"Our pipeline's pretty robust at this point. I think there are a lot of companies out looking for alternative forms of financing as commercial banks and other lenders have tightened up their appetite for credit," says Peter Mavoides, president and CEO of Princeton, NJ-based Sovereign Investment Co. "Corporations are still healthy and growing for the most part, and their capital alternatives are somewhat limited during this credit crunch."

"I would anticipate this being a pretty active year for sale-leaseback transactions," Mavoides adds.

"Corporations are still expanding. Corporations are still running their businesses. Not all of corporate America is defaulting, and they have real estate needs," notes Shelby E.L. Pruett, co-founder and managing principal of Chicago-headquartered Equity Capital Management LLC. "It's now easier for them to access capital through sale-leasebacks than it is going to their banks.

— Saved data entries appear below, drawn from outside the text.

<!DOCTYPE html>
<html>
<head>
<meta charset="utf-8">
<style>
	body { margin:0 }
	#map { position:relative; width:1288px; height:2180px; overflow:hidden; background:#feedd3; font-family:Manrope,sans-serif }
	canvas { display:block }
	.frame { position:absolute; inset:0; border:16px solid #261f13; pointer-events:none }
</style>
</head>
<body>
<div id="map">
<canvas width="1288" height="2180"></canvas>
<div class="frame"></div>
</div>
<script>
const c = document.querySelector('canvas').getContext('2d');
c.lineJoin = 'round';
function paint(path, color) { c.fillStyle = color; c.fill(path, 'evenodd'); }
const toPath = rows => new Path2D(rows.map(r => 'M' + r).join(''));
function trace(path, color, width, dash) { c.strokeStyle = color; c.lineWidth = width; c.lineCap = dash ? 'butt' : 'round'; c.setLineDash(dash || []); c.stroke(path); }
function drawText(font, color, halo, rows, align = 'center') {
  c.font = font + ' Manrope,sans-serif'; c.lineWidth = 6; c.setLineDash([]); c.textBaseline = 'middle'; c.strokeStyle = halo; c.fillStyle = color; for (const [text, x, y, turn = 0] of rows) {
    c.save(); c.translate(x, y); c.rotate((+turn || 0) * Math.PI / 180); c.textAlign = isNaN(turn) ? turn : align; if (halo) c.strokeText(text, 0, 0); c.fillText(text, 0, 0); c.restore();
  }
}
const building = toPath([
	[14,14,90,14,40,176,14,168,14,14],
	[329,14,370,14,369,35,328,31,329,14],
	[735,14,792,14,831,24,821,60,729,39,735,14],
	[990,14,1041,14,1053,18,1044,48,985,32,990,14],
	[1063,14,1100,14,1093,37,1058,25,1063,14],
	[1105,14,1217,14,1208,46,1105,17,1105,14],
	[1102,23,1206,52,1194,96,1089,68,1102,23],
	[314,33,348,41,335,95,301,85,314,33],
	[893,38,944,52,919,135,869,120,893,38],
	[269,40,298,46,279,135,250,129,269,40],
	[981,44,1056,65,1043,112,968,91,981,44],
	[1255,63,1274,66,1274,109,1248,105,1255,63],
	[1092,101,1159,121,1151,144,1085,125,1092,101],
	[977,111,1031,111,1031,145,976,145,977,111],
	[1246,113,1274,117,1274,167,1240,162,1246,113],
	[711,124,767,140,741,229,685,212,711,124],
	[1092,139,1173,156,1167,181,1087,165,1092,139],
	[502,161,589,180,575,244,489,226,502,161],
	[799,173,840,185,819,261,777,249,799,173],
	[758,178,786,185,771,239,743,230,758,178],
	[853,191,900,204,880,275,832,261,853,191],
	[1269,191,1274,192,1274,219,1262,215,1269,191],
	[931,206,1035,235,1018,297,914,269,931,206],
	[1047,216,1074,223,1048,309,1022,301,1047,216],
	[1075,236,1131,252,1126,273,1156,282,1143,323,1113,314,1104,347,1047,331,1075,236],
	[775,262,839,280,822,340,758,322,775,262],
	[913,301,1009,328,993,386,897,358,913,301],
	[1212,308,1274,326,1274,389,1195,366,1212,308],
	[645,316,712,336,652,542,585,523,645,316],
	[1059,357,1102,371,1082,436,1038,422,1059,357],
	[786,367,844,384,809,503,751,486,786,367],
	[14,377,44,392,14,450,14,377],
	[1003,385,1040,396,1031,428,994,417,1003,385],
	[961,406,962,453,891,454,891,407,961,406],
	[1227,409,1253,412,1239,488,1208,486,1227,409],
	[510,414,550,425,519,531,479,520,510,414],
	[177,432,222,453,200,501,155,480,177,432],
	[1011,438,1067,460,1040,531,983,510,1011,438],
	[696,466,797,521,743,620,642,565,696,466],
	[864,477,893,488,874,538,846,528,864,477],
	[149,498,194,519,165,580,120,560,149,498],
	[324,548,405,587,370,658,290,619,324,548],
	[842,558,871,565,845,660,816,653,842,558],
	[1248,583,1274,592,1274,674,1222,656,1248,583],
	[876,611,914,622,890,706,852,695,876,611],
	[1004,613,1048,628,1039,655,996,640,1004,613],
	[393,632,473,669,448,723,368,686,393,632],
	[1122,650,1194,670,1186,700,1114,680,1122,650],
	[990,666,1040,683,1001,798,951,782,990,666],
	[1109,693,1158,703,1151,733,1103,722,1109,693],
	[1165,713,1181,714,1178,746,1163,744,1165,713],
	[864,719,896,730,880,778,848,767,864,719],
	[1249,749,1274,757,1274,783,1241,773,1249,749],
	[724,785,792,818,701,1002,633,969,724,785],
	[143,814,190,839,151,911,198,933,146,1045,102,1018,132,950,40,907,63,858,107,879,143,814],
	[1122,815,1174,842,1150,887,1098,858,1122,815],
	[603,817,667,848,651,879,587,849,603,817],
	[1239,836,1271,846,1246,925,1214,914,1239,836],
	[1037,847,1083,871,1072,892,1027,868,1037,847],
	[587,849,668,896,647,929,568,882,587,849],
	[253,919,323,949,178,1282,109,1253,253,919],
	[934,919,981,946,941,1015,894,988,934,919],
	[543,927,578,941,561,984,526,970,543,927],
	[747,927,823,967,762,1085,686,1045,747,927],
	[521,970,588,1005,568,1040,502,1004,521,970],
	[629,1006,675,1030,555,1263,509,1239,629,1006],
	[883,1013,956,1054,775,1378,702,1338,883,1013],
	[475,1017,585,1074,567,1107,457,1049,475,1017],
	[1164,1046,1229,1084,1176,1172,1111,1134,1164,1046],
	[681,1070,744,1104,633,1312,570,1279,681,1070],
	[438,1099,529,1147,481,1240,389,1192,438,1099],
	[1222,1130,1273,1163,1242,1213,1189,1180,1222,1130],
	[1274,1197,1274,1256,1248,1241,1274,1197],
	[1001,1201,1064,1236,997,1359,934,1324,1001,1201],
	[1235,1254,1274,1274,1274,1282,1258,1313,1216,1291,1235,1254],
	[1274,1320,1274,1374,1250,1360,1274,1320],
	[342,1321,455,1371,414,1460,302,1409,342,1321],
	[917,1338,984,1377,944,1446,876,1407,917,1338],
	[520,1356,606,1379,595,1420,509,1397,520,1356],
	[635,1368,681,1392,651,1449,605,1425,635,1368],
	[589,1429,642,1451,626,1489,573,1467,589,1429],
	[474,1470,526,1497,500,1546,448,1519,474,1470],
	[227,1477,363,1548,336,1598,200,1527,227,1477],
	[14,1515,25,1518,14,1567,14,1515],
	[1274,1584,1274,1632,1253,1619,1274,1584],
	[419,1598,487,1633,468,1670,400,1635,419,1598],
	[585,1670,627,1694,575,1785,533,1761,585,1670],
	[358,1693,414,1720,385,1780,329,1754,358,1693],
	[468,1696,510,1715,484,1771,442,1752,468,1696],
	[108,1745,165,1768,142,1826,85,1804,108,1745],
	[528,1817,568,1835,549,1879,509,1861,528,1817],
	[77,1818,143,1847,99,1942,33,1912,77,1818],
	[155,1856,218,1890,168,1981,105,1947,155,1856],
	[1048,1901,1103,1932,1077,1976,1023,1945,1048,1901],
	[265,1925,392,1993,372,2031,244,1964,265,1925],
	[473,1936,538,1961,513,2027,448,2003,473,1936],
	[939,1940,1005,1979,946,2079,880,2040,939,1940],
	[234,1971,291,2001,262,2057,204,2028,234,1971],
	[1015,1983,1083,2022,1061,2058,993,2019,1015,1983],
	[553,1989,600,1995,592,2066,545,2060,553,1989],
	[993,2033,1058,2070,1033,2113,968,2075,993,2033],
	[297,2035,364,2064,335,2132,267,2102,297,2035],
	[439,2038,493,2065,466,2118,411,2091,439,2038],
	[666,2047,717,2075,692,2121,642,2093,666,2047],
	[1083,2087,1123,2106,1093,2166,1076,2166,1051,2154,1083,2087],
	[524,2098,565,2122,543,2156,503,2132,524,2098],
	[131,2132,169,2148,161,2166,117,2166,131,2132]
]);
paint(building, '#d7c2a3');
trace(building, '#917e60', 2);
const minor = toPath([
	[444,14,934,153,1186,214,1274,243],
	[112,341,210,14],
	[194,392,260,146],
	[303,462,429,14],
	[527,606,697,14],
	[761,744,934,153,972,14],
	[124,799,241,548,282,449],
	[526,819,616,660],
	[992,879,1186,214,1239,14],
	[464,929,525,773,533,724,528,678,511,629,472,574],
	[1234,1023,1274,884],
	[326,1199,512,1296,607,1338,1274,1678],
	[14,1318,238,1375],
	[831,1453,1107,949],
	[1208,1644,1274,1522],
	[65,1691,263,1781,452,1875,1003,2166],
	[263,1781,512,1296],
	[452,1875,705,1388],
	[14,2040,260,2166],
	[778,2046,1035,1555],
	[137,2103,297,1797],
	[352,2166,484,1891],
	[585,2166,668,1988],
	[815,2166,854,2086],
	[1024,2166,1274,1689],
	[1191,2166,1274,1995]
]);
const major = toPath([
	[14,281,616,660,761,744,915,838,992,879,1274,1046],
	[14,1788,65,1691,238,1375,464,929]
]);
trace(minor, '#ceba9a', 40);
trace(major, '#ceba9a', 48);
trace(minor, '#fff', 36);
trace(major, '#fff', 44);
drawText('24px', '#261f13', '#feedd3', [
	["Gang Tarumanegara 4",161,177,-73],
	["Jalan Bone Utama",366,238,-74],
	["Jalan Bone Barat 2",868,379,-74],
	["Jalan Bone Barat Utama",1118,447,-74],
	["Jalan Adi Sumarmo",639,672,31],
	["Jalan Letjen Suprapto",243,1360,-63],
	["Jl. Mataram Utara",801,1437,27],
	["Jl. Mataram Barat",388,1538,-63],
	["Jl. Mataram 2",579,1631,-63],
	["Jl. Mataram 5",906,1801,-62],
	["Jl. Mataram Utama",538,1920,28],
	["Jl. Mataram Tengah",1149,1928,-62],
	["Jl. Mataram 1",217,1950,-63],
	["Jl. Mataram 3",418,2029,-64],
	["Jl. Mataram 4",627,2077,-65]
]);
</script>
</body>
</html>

It works well for us."

Pruett says he expects the sale-leaseback market to remain strong this year, particularly for investment-grade deals in light of a flight to quality among many investors. "We have a number of acquisitions slated for '08 and think the middle to the latter part of the year we'll be making several purchases, so we think it will be a strong year," he says.

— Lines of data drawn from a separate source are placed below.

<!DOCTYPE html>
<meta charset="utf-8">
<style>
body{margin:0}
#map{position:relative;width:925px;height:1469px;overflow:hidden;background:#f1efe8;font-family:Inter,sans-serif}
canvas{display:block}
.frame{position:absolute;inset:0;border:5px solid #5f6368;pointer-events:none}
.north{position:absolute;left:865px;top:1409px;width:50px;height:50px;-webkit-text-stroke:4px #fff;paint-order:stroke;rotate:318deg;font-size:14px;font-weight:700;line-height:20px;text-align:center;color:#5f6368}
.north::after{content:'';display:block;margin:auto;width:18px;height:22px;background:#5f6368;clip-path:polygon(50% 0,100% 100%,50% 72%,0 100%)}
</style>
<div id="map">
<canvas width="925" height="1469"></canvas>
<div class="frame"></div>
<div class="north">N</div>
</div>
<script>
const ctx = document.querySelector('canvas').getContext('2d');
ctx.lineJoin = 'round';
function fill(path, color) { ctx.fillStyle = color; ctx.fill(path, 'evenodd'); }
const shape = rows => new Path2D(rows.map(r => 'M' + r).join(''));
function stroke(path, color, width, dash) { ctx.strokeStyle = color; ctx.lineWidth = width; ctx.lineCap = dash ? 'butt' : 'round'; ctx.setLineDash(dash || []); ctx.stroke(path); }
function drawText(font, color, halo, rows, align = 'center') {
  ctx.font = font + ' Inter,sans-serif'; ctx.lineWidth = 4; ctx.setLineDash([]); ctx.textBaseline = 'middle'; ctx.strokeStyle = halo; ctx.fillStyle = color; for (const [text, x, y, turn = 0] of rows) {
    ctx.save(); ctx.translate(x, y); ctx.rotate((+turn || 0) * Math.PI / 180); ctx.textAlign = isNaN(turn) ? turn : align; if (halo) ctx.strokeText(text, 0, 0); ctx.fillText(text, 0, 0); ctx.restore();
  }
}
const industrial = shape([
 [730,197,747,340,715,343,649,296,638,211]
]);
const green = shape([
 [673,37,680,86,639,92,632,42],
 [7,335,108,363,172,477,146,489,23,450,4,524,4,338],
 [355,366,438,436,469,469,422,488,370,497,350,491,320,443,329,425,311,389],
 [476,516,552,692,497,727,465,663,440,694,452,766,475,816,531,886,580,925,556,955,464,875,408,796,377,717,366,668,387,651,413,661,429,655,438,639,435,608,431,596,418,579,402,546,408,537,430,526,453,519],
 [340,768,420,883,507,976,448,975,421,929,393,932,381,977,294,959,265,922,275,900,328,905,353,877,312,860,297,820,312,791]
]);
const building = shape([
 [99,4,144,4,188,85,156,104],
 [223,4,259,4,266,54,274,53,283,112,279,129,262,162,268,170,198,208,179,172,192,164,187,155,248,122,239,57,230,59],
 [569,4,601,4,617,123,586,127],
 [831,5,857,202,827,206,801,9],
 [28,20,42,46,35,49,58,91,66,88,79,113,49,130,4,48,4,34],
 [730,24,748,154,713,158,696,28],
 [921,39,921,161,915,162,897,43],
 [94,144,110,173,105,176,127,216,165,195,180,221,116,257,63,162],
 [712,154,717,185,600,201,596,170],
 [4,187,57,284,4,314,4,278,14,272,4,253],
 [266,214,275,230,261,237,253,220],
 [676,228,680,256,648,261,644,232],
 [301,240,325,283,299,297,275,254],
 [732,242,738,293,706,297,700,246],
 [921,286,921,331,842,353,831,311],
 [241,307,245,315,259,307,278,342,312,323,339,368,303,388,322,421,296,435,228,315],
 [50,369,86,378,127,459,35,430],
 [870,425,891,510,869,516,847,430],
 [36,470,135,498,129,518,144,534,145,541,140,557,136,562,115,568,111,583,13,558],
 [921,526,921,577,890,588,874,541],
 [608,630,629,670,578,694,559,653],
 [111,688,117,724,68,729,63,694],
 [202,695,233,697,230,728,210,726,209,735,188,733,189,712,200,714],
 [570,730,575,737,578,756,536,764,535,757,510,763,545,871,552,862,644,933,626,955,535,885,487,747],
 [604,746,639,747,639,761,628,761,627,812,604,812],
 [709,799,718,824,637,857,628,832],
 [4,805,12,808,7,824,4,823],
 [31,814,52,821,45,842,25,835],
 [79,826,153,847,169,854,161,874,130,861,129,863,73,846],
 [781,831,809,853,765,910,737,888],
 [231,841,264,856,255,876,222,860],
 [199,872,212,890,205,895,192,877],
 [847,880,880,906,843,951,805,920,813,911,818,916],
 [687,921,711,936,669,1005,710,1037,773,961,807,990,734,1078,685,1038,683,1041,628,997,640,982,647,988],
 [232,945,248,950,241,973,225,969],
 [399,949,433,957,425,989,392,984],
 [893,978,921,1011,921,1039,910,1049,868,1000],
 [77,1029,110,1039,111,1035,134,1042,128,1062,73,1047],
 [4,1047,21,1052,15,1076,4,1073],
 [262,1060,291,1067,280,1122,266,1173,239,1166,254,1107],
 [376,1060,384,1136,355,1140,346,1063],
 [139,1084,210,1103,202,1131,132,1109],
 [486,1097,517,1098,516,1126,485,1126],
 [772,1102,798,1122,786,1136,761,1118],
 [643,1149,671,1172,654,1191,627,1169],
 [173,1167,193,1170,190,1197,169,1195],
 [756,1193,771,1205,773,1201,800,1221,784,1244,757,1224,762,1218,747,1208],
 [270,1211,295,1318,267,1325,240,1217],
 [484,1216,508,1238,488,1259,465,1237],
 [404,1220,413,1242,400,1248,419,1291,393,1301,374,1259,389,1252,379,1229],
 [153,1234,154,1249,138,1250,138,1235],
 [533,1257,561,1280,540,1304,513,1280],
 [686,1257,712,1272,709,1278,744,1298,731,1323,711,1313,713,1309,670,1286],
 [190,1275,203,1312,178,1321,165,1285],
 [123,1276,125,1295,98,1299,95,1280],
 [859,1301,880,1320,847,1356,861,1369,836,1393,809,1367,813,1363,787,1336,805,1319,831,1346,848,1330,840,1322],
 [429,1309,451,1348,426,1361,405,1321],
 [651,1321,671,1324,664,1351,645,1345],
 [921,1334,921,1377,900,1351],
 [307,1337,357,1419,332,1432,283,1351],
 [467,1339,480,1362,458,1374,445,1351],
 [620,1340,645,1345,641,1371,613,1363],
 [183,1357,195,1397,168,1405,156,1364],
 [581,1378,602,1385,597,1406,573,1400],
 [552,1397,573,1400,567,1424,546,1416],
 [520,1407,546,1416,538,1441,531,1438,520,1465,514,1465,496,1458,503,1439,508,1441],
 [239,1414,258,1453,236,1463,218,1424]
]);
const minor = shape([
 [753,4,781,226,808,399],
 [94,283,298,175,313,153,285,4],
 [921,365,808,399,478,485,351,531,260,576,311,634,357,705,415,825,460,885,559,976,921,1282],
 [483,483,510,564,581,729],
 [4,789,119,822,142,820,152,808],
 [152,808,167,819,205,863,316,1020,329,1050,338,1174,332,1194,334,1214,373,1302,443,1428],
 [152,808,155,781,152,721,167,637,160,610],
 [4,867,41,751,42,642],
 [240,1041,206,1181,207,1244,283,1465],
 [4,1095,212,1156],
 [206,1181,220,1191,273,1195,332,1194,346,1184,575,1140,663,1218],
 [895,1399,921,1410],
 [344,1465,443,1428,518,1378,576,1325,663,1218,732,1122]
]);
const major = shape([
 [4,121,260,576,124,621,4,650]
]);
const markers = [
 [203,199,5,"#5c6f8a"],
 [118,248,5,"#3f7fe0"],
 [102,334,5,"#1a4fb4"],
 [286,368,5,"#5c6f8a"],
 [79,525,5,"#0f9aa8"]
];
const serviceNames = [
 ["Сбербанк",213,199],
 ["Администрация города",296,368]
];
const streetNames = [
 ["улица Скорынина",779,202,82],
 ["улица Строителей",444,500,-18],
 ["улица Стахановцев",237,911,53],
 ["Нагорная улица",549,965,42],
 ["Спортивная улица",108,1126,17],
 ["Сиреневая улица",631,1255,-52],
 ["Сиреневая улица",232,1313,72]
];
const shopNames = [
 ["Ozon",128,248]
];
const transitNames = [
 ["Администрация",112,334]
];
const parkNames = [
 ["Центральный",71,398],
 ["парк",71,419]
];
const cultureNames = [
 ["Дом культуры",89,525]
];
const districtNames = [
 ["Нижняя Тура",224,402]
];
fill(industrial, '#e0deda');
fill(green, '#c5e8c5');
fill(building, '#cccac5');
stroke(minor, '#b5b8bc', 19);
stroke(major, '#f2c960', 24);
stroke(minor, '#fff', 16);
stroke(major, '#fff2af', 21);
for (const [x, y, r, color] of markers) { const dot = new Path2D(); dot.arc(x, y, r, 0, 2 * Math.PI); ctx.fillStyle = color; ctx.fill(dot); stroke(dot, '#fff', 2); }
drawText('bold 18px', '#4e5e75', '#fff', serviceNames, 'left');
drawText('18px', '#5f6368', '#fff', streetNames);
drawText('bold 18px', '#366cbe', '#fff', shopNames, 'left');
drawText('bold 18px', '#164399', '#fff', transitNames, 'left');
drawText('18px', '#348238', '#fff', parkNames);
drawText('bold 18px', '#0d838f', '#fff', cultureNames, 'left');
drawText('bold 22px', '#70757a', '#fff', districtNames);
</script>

"I think it will be a difficult year for everybody given what's happening in the markets and what's continuing to happen in the capital markets" Pruett adds. "But because there's dislocation in the capital markets, we think that makes it even more appealing to be in the sale-leaseback space right now."

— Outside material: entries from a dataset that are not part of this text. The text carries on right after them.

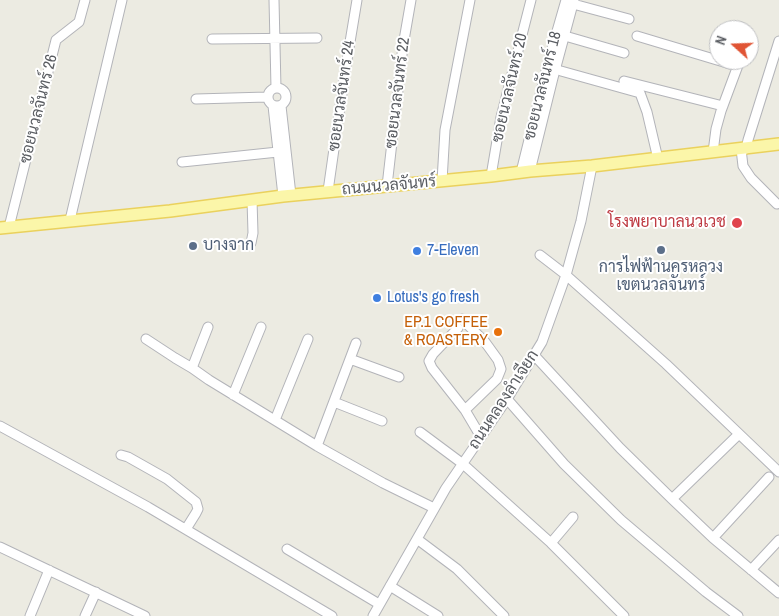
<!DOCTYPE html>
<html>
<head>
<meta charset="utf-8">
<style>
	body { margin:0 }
	#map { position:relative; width:779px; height:616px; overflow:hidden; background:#ecebe2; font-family:"Archivo Narrow",sans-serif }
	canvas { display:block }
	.north { position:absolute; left:709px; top:20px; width:50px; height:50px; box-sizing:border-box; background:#fff; border:1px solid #bdbec0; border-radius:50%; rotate:290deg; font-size:14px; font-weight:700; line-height:20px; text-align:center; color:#5a5d62 }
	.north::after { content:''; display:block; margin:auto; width:18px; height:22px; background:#e05434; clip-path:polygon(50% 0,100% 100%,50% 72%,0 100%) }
</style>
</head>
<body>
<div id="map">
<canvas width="779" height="616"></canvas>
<div class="north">N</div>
</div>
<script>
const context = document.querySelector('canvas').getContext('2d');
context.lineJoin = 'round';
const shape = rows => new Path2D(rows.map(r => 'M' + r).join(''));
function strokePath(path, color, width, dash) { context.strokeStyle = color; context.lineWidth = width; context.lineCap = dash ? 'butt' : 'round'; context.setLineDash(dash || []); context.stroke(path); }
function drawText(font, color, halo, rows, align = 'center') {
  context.font = font + ' "Archivo Narrow",Sarabun,sans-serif'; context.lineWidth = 4; context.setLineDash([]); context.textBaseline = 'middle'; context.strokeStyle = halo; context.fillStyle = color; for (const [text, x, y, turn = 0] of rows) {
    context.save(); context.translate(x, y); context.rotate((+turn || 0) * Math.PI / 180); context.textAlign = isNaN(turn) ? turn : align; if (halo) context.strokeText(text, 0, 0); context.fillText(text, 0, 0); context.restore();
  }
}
const minor = shape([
	[274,0,276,88],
	[573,4,629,19],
	[565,36,624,53],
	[637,36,737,66],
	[212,39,317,38],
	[561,71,640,93,647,112,658,159],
	[624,81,723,106],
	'268 97a9 9 0 1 1 18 0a9 9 0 1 1-18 0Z',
	[196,99,267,97],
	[273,106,283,196],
	[281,106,291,195],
	[741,149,743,166,751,178,777,204],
	[746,149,748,140,779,41],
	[713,152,716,129,721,111,740,60],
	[182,162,278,152],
	[530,171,553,78,574,0],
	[521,172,549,59,566,0],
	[491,176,501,117,531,0],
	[442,181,445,130,470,0],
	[387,186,403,46,411,0],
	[328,191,345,72,357,0],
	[70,220,122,0],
	[9,227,56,40,79,22,85,0],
	[251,243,253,233,252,200],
	[540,255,566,275,666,364,779,472],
	[462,319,485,342,498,360,501,369,497,379,465,410,481,437],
	[458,328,433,354,429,361,432,368,465,410],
	[146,339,175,358,192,368,209,380,317,446,383,483,434,508],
	[534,355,620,448,672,499,713,538,779,593],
	[350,359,399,377],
	[192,368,208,327],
	[233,395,261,327],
	[507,399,564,464,621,520,706,592,738,616],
	[334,402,382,421],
	[275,420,308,339],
	[0,426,148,507,332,616],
	[420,432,463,464,551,543,624,616],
	[317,446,356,343],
	[121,455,128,457,167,479,196,502,198,509,196,513,186,529],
	[672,499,739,434],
	[713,538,769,477],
	[417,539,457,569,504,616],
	[551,543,573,517],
	[0,547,145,616],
	[287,549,379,604],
	[751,570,779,540],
	[390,586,438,616],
	[30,616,49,570],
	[85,616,96,592],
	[373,616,446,488,507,399,542,342,566,275,581,221,592,166]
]);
const major = shape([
	[0,228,170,211,283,196,491,176,530,171,592,166,779,144]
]);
const markers = [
	[737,223,6,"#e0444e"],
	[193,246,5,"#5c6f8a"],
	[661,250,5,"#5c6f8a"],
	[417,251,5,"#3f7fe0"],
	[377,298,5,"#3f7fe0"],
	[498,332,5,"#e8710a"]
];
const streetNames = [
	["ซอยนวลจันทร์ 18",543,86,-76],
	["ซอยนวลจันทร์ 20",510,88,-77],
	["ซอยนวลจันทร์ 22",398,93,-83],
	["ซอยนวลจันทร์ 24",342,96,-82],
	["ซอยนวลจันทร์ 26",39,109,-76],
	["ถนนนวลจันทร์",389,186,-5],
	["ถนนคลองลำเจียก",504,400,-57]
];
const healthNames = [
	["โรงพยาบาลนวเวช",726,223]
];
const serviceNames = [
	["บางจาก",203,246],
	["การไฟฟ้านครหลวง",661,268,"center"],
	["เขตนวลจันทร์",661,286,"center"]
];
const shopNames = [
	["7-Eleven",427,251],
	["Lotus's go fresh",387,298]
];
const foodNames = [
	["EP.1 COFFEE",488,323],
	["& ROASTERY",488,341]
];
strokePath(minor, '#b3b4b9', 11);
strokePath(major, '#ead15d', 14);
strokePath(minor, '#fff', 9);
strokePath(major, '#fbf6a9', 11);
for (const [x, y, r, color] of markers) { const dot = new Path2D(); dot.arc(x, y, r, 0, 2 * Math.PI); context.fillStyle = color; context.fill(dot); strokePath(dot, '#fff', 2); }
drawText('16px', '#5a5d62', '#fff', streetNames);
drawText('16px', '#be3a42', '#fff', healthNames, 'right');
drawText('16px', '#4e5e75', '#fff', serviceNames, 'left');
drawText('16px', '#366cbe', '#fff', shopNames, 'left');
drawText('16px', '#c56008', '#fff', foodNames, 'right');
</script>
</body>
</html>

Competition for sale-leaseback acquisitions has not necessarily slackened, say some. "When capital was readily available there was certainly more competition at the margins, and those players I've seen go away or become uncompetitive, but from my perspective the guys we deal with and compete against on a day-in, day-out basis--they're still there, they have access to capital and they're still buying," says Mavoides. Pruett aggress, saying: "The same competition is out there."

And in terms of pricing, Pruett and others say they have yet to see much movement in cap rates on sale-leaseback deals. But adjustments are still likely to come. "For 2008, we're going to start to see a real cap rate adjustment on your normal flow of deals. With the credit crisis of the fall, we've seen it typically takes six months or so for the sellers' expectations on cap rates to really reflect the investors' cost of capital," says Chad Adams, VP of acquisitions at Wheeling, WV-based Century Equities Inc.

"I've started to see brokers who bring us deals and also sellers when we're starting to speak to them, are starting to understand more that they don't have a seven cap deal," says Adams. "Everybody thought for the last two years that no matter what their credit was like, they had a seven cap deal. We spend a lot of time adjusting the expectations of sellers to not steal a property but pay a fair cap rate."